Previous studies have noted an actin polymerisation centre in the apical juxtanuclear region of the parasite (Periz et al., 2017; Tosetti et al., 2019). We observed a complete loss of the juxtanuclear actin polymerisation centre in the Cb-EmFP ∆CAP line, suggesting CAP plays a role in establishing this intracellular F-actin accumulation (Figure 8D). WT CAP and shortCAP complementation restored this actin polymerisation centre. LongCAP complementation only rescued it in 11% of parasites, irrespective of rosetting, which shows that the juxtanuclear actin accumulation and rosetting are not phenotypically linked (Figure 8E).
It has previously been shown that BIPPO stimulation of extracellular parasites leads to F-actin accumulation at the basal end of parasites (Periz et al., 2017; Tosetti et al., 2019). BIPPO treatment of both CAP knockout and WT CAP complemented lines led to a basal accumulation of F-actin (Figure 8F), suggesting that CAP is not essential for this process.
F-actin filaments appear to be present in most tubular connections between ∆CAP parasites
The strong accumulation of chromobody positive structures in the vacuole of ∆CAP parasites suggested that F-actin filaments may be located in the decentralised residual body. To visualise F-actin and potentially correlate this to the tubular residual body connections between parasites, we performed CLEM experiments with the chromobody expressing ∆CAP line using serial block face scanning electron microscopy (SBF SEM). In the vacuole we identified regions with a strong chromobody signal and others with much weaker, or no detectable, chromobody signals (indicated by magenta arrowheads) (Figure 9Ai). Using the EM images, we followed the tubular connections in the vacuole and overlaid the chromobody signal (Figure 9Aii and iii). This analysis showed that the accumulation of chromobody in the vacuole is found within regions of the tubular connections between parasites. Interestingly, tubular connections with strong chromobody accumulation appeared morphologically distinct from the other parts of the tubular connections with lower or undetectable chromobody signal. Close examination of tubules with low chromobody signal revealed that they contain membranous structures within the tubule lumen (magenta 3D model and arrows) (Figure 9Biii and iv). These membranous structures are reminiscent of those seen in Figure 7E for ∆CAP parasites not expressing the chromobody. In contrast, tubule regions with high chromobody signal were essentially devoid of any internal membranous structures (green 3D model and arrows) (Figure 9Bi and ii). While morphologically distinct, the connections could nevertheless be traced between the different regions and to the parasite basal pores (Video 10). Collectively these results show that the chromobody, and by extension F-actin, is found in most if not all tubular connections, although of varying intensity. It is worth noting that in this particular vacuole, all parasites appear to be synchronised in their division and the daughter cells are not uniformly orientated. This largely resembles the phenotype observed for the non-chromobody ∆CAP strain.

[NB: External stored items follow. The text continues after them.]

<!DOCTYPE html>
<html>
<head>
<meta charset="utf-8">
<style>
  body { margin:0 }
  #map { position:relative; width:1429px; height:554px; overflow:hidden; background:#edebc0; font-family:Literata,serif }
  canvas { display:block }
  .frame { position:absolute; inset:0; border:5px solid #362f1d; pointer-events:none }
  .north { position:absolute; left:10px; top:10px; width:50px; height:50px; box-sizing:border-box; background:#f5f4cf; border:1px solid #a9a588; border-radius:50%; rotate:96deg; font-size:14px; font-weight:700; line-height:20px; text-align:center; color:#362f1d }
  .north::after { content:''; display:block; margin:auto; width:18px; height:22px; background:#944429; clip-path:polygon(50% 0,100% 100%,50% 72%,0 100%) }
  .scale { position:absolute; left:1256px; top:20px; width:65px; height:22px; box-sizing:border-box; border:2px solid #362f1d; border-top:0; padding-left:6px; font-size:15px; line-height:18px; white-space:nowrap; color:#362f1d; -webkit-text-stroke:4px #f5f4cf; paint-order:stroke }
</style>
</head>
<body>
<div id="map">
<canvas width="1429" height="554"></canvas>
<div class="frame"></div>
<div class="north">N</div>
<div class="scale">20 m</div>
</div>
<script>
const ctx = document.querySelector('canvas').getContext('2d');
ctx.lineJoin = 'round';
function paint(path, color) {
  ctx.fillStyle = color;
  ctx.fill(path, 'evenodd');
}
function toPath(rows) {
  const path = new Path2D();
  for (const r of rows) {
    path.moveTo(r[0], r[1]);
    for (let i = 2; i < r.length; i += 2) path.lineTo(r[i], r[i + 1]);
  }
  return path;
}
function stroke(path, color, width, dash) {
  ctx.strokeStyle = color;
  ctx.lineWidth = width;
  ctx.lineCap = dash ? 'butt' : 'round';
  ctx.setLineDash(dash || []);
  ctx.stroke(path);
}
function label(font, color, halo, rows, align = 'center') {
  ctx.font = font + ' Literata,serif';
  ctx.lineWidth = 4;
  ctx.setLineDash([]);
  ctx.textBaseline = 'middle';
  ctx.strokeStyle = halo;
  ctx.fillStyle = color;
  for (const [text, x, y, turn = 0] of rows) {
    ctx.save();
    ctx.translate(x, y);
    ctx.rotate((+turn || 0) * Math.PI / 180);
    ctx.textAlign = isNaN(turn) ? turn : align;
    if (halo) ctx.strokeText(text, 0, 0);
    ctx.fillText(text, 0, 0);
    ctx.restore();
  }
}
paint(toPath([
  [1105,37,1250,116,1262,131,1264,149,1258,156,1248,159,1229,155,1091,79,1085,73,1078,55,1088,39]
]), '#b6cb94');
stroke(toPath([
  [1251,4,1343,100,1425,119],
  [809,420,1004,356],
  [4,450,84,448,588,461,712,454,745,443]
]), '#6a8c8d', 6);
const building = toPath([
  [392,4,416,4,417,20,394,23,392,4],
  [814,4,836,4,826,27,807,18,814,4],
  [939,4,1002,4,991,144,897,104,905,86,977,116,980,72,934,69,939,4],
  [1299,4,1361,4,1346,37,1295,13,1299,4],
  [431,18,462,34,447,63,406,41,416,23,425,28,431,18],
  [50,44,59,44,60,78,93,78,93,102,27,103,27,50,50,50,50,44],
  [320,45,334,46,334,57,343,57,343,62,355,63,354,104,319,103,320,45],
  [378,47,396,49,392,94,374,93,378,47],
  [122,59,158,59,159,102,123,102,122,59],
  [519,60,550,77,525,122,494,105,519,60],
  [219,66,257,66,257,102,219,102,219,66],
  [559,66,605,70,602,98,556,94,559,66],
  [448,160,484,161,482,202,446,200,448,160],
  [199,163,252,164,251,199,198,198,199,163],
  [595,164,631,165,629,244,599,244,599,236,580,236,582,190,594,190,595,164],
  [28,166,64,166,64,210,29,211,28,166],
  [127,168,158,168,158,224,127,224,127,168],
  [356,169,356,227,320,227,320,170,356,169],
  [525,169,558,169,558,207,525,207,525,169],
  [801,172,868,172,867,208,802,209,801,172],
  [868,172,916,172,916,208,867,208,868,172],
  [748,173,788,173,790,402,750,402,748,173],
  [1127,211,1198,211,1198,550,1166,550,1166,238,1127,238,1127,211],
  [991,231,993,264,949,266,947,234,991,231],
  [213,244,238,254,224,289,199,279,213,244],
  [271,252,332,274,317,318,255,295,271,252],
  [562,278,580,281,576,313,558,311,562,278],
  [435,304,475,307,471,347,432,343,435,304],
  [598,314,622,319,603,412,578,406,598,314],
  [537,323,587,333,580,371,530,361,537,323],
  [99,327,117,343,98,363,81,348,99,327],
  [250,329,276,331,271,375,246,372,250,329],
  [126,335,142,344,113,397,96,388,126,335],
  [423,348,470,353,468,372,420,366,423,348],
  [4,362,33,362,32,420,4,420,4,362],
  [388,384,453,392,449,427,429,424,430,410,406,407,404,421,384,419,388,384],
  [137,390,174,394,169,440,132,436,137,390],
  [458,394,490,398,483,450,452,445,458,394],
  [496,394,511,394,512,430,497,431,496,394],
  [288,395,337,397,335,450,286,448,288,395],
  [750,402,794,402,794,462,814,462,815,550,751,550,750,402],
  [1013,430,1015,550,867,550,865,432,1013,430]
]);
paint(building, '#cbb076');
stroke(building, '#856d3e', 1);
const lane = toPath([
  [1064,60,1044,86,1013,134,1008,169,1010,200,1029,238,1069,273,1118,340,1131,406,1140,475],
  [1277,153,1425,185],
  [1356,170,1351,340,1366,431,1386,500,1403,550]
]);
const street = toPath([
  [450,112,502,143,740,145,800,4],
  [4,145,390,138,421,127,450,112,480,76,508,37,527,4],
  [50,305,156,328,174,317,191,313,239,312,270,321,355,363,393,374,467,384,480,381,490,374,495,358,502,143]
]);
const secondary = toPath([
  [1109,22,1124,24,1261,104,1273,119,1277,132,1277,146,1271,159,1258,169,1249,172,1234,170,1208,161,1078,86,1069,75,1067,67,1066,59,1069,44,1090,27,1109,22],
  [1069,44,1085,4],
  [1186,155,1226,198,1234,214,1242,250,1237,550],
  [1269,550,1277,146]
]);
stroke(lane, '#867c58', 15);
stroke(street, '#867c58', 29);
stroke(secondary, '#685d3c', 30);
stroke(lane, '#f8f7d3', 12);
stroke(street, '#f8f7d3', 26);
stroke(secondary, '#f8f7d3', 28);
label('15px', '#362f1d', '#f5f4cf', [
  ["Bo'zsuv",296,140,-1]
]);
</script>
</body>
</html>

Figure 9. F-actin structures localise within the tubular connections of the decentralised residual body.
Correlative confocal fluorescence and SBF SEM analysis of Cb-Emerald ∆CAP parasites. (A) (i) ClearVolume orthogonal XY render of confocal fluorescence microscopy. (iii) SBF SEM XY orthoslice of the vacuole from (i), with segmented skeleton 3D models highlighting the residual body (tubes of green and magenta). The parasite basal pores are highlighted by orange rings. (ii) Coarse overlay of (i) and (iii). (A) White arrows; regions of the Cb-Emerald fluorescence not captured in the SBF SEM acquisition. Green 3D model tubes; regions of the residual body with strong Cb-Emerald fluorescence in the corresponding 3D regions of the LM dataset and no internal membranous structures. Magenta arrowheads; regions of the residual body model with corresponding low or undetectable Cb-Emerald fluorescence. Magenta 3D model tubes; regions of the residual body model with corresponding low or undetectable Cb-Emerald fluorescence and internal membranous structures. (B) Magnified regions of XY slices 68 (i and ii) and 58 (iii and iv) from the SBF SEM dataset in (Aiii). Morphological differences are indicated by arrows. Green arrows; lumen of strongly Cb-Emerald fluorescent tubular regions lacking membranous structures. Magenta arrows; membranous structures in the lumen of tubules with low or undetectable Cb-Emerald fluorescence. All scale bars, 1 µm.
Video 10. SBF SEM of the Cb-EmFP ∆CAP vacuole from Figure 9 with 3D model overlays.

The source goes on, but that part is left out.